In 2004, Adelson opened the Sands, a $240 million mecca for gamblers with 300 tables and 500 slot machines that grossed $36 million in its first 10 weeks of operation. Such was the lure of Las Vegas-style gambling (gambling is forbidden on mainland China itself), that the Sands’ three massive glass doors were torn off their hinges by the crush of customers waiting to get in that first day.

And this past September, Wynn opened his crescent-shaped version of a Las Vegas casino, named, appropriately enough, Wynn Macau. The $1.2 billion hotel-casino complex, luxurious by any standard, offers six gourmet restaurants, a shopping esplanade, a health club and pool.

But that’s just the beginning. Both Wynn and Adelson can build an unlimited number of casino-resorts, and Adelson has already lined up investors for a strip of twenty, 3,000-room hotel-casinos, costing an estimated $12 billion, including a $1 billion recreation of the Venetian in Las Vegas, now under construction.

“The market is so huge and the opportunity is so incredible that we don’t think we can build enough resort capacity to fill the market,” said one hotel executive working in Macau.

A Las Vegas Model

Both Wynn and Adelson (and a half-dozen or so other companies that are planning hotel-casino complexes in Macau) are following the “Las Vegas model.” That is, they are trying not just to be just gambling destinations, but also entertainment and family destinations.

To lure non-gamblers, Macau has spruced up its image. Massive high-rises crowd the traditional colonial buildings, although enough of old Macau is still left. The new convention and entertainment center boasts seating for up to 1,600 and several restaurants and a 500-seat movie theater.

For the truly adventurous, the center’s 1,109-foot tower features a “skywalk,” where, for $75, visitors can walk around the rim of the building (held in place with a harness) or actually jump in a controlled, freefall to the bottom of the complex.

“Macau can no longer be just a gambling den,” said one industry analyst, adding that the companies developing properties in Macau “are bringing a sense of entertainment for the family as well as the man.”

With China’s 1.2 billion people and other Asian countries just a short plane ride away, the risk that Wynn, Adelson and others are taking seems worth the gamble. Or, as Adelson once said, “There is no downside.”

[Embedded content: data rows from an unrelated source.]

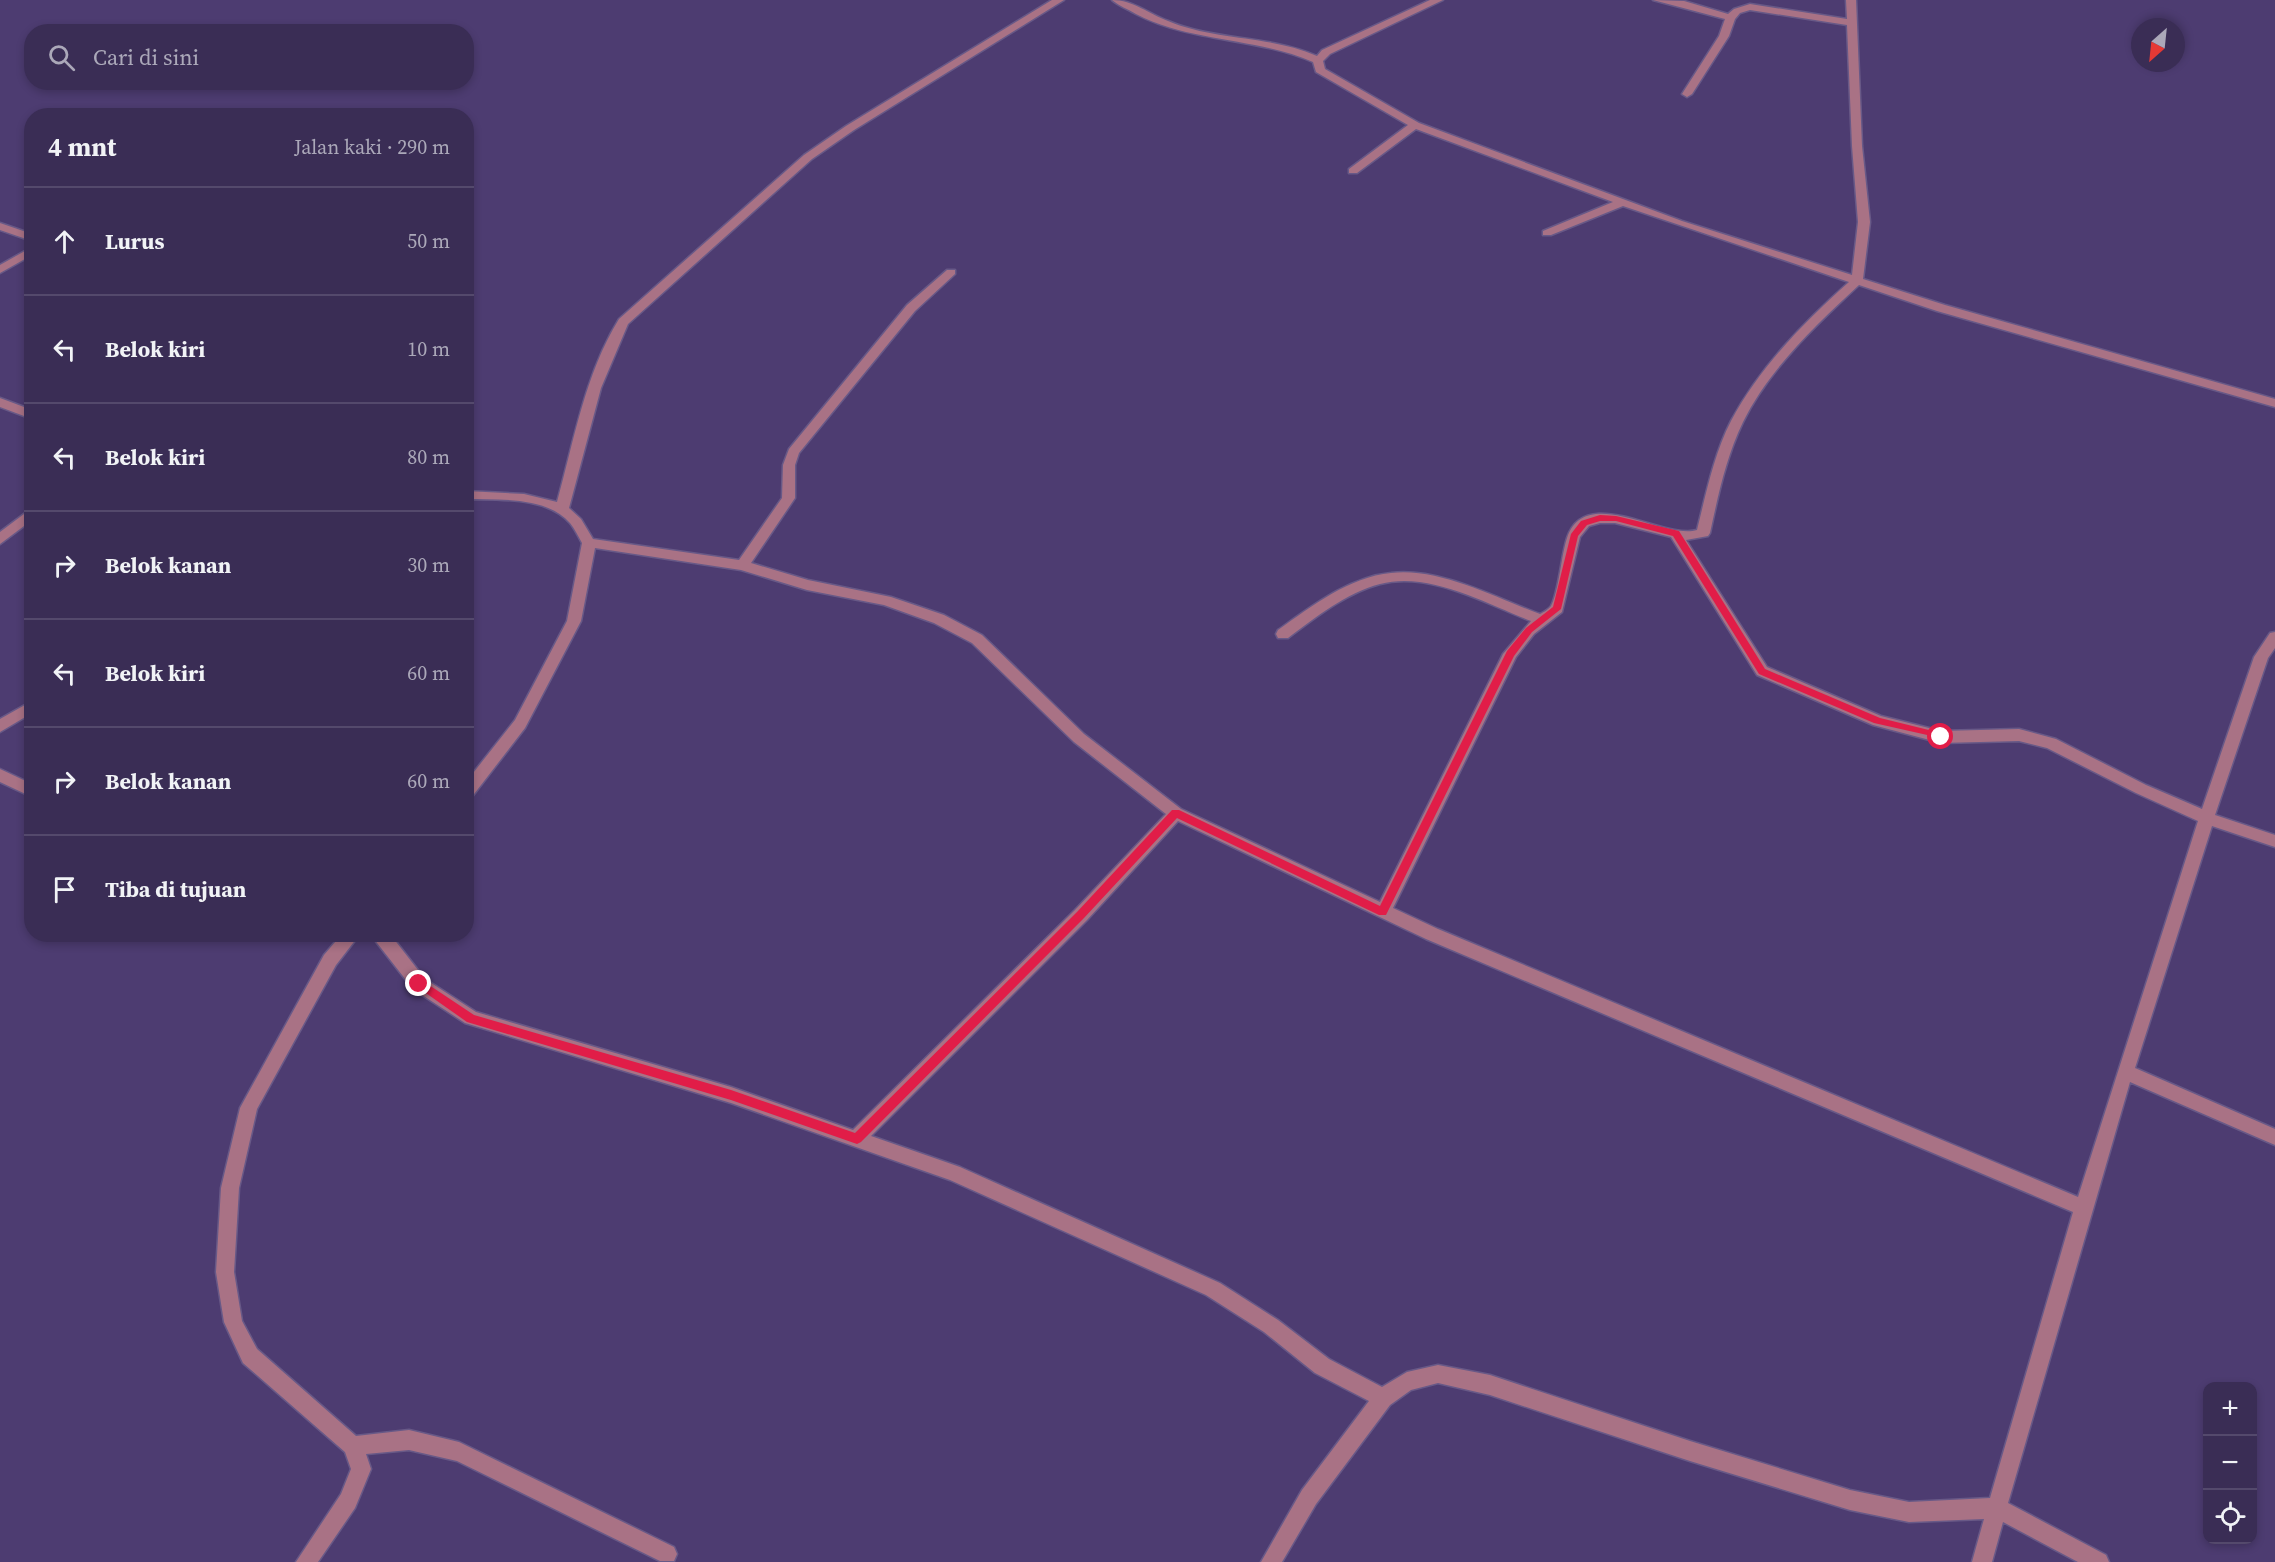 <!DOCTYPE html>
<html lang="id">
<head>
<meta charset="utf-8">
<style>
  body { margin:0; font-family:"Source Serif 4",serif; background:#41355b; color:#f1f3f6 }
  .controls { position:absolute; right:18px; bottom:18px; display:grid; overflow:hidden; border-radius:12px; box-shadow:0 3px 9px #0003 }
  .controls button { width:54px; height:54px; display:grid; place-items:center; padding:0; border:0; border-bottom:2px solid #54496c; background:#3a2d55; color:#f1f3f6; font:30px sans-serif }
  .compass { position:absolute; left:2131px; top:18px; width:54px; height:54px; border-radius:50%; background:#3a2d55; box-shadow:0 3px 9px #0003; rotate:207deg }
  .stop { position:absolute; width:18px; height:18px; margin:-14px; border:4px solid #e11d48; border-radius:50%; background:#fff }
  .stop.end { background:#e11d48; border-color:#fff; box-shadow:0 2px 6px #0008 }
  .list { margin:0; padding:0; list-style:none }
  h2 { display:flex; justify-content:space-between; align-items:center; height:78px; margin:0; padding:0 24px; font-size:26px }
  h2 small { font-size:20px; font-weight:400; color:#aba8b9 }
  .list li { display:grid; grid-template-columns:39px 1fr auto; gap:18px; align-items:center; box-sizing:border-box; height:108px; padding:0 24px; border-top:2px solid #54496c }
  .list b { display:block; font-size:22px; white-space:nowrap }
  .list em { font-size:20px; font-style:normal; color:#aba8b9 }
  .icon { flex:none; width:33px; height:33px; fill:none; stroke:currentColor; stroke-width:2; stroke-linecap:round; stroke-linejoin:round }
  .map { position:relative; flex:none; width:2275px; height:1562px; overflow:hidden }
  .search { position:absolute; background:#3a2d55; box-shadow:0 3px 9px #0003; left:24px; top:24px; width:450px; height:66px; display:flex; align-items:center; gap:15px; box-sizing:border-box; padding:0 21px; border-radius:24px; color:#aba8b9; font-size:22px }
  .panel { position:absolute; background:#3a2d55; box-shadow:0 3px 9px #0003; left:24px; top:108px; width:450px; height:834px; border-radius:24px }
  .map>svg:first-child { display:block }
</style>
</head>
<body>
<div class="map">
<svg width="2275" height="1562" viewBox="0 0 2275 1562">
  <rect width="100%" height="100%" fill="#4d3c71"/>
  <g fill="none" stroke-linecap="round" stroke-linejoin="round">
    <g stroke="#685987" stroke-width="3">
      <path id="minor" d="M1052,0H1064L854,130L812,159L628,324L601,388L569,508L581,519L593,539L739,560L782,498L783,465L789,449L907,305L947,270H955V274L915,311L799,453L795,465V498L751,563L808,580L891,597L944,615L982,635L1084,734L1181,809L1380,902L1503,654L1531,621C1486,604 1430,571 1380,584C1346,593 1316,617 1288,638H1278L1276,634L1278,630C1312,606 1349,577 1391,573C1439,567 1496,598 1540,614C1544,612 1549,609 1551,606C1559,591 1561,556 1567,538C1585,483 1663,540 1697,530C1706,494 1714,454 1731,421C1760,367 1804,322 1849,282L1623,206L1551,235H1543V231L1613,202L1416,129L1357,173H1349V169L1408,125L1316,72L1313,62C1256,37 1192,43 1136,14C1128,9 1119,6 1112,0C1133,0 1149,14 1168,21C1215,41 1269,35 1317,56L1322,50L1430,0H1443L1330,54L1323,61L1325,69L1419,123L1682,221L1852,275L1858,222L1852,146L1847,25L1750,10L1740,13L1735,19L1729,36L1692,94L1687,97L1682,94L1719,36L1725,19L1653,0L1684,1L1728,14L1734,9L1750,4L1847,19L1846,0H1856L1862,146L1870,222L1863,279L1945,305L2275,399V407L1937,311L1859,285C1816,325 1769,369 1743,422C1726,457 1718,496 1710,533L1708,536L1686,540L1767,667L1881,716L1941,731L2019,729L2056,739L2146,785L2202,809L2254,657L2270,633L2275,632V648L2268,658L2215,815L2275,835V847L2212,826L2135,1068L2275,1129V1145L2130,1082L2008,1503L2106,1555L2109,1562H2078L2003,1522L1992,1562H1972L1984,1519L1909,1522L1850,1510L1690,1461L1490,1395L1438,1383L1411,1390L1390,1405L1316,1504L1282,1562H1261L1302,1490L1369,1401L1315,1373L1264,1332L1206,1295L950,1180L731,1103L465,1023L413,989L374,939L372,934H390L425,979L476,1012L731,1087L853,1130L1075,910L1166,814L1074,742L972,643L934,623L884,605L807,590L741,570L595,548L581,621L525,728L471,798L466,800V782L515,720L567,621L582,543C578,536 575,529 570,523C546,496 499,500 466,499V491L524,494L557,502C574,441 585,374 619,319L804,155L846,126ZM1600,523H1615L1671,537L1757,675L1873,725L1941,743L2019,741L2047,748L2136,793L2198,821L2078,1197L1438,929L1393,908L1516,657L1534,634L1562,612L1580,537L1589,526ZM1178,821L1426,939L2073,1212L1990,1498L1909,1502L1850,1490L1690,1441L1490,1375L1438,1365L1407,1372L1382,1387L1329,1359L1278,1320L1220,1283L960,1167L871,1136L1087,920Z
        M0,223L32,234V241L0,230Z
        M32,247V255L0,273V265Z
        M0,398L32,410V419L0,407Z
        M32,508V520L0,544V532Z
        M32,701V713L0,732V719Z
        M0,769L32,784V797L0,782Z
        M342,934H360L336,965L257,1109L239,1188L234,1272L242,1321L257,1349L356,1436L409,1430L459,1442L674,1547L677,1554L674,1561H660L457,1461L409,1450L366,1454L371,1469L355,1508L318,1562H296L341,1494L351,1469L345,1452L243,1363L224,1322L216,1272L221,1188L240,1108L324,955Z"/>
    </g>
    <use href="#minor" fill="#a97285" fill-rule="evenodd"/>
  </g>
  <path fill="#e11d48" d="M1600,515L1616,516L1679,531L1765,669L1880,718L1945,734V739L1874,723L1759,674L1673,536L1616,521H1600L1587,525L1578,536L1561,609L1532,632L1514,656L1386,915H1379L1177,818L1084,918L861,1142L857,1144L731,1100L467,1022L413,984L415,981H423L474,1015L731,1090L855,1133L1077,912L1172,810H1179L1380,906L1507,651L1526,628L1553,607L1571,534L1581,521Z"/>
</svg>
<div class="controls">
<button>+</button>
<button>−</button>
<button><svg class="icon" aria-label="locate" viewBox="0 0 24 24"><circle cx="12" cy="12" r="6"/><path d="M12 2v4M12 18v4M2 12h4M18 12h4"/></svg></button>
</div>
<svg class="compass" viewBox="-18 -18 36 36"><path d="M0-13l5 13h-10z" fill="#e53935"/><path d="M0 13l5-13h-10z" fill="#aba8b9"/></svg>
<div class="stop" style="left:1941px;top:737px"></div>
<div class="stop end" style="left:419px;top:984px"></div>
<div class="search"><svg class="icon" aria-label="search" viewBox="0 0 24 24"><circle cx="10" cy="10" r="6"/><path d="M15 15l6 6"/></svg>Cari di sini</div>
<section class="panel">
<h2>4 mnt<small>Jalan kaki · 290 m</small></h2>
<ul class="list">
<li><svg class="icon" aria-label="ahead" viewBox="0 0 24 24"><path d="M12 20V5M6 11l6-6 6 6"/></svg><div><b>Lurus</b></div><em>50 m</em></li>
<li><svg class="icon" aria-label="left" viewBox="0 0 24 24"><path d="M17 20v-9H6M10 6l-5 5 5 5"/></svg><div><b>Belok kiri</b></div><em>10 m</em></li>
<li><svg class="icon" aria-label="left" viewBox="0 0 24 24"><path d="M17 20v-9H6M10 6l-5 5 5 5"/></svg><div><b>Belok kiri</b></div><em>80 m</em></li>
<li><svg class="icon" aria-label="right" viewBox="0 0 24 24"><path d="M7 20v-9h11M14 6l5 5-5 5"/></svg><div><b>Belok kanan</b></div><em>30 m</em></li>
<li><svg class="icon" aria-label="left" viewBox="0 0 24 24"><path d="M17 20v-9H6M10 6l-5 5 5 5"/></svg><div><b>Belok kiri</b></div><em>60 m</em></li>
<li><svg class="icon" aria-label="right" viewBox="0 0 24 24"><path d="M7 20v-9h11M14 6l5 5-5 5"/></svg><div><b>Belok kanan</b></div><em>60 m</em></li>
<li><svg class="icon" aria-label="arrive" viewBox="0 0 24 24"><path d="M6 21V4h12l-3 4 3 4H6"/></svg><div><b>Tiba di tujuan</b></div></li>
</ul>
</section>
</div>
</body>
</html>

Macau, the only place in Asia with full-fledged legalized gambling, sits within a five-hour flight of 3 billion people nearly half the world’s population. Las Vegas, by contrast, is the same distance from only 450 million people.

Visitors arriving by air pass through Macau’s modern airport, which was built in 1995 and now services 14 regional and international carriers. Flights connect through South Korea, Japan and several cities in China, with EVA offering direct service from West Coast gateways Los Angeles, San Francisco and Seattle through Taipei (see sidebar). For visitors to Hong Kong, Macau is a one-hour hydrofoil ride away.

“Many agents are coupling [Macau] with Southeast Asia trips to add a completely different cultural aspect,” said Al Merschen, a spokesman for the destination. “And with Macau becoming a hub for low-cost carriers around Asia, it is really becoming a focal point for the region.

“Also, while a lot of attention is given to the gaming sector, agents should really sell the World Heritage factor of Macau, which is very different compared to Vegas,” Merschen said.



Most travelers on EVA know it as “economy plus,” but the proper name for this service is Elite Class. First introduced in 1992 on the carrier’s 747s, it is now featured on all of the fleet’s 777 and is a class of seating halfway between Economy and Business. Among the amenities: Satellite wireless telephone, 110-volt power socket and high-definition touch screens for video on demand. The cost is surprising an upgrade from Economy on a recent flight from Macau was only $641.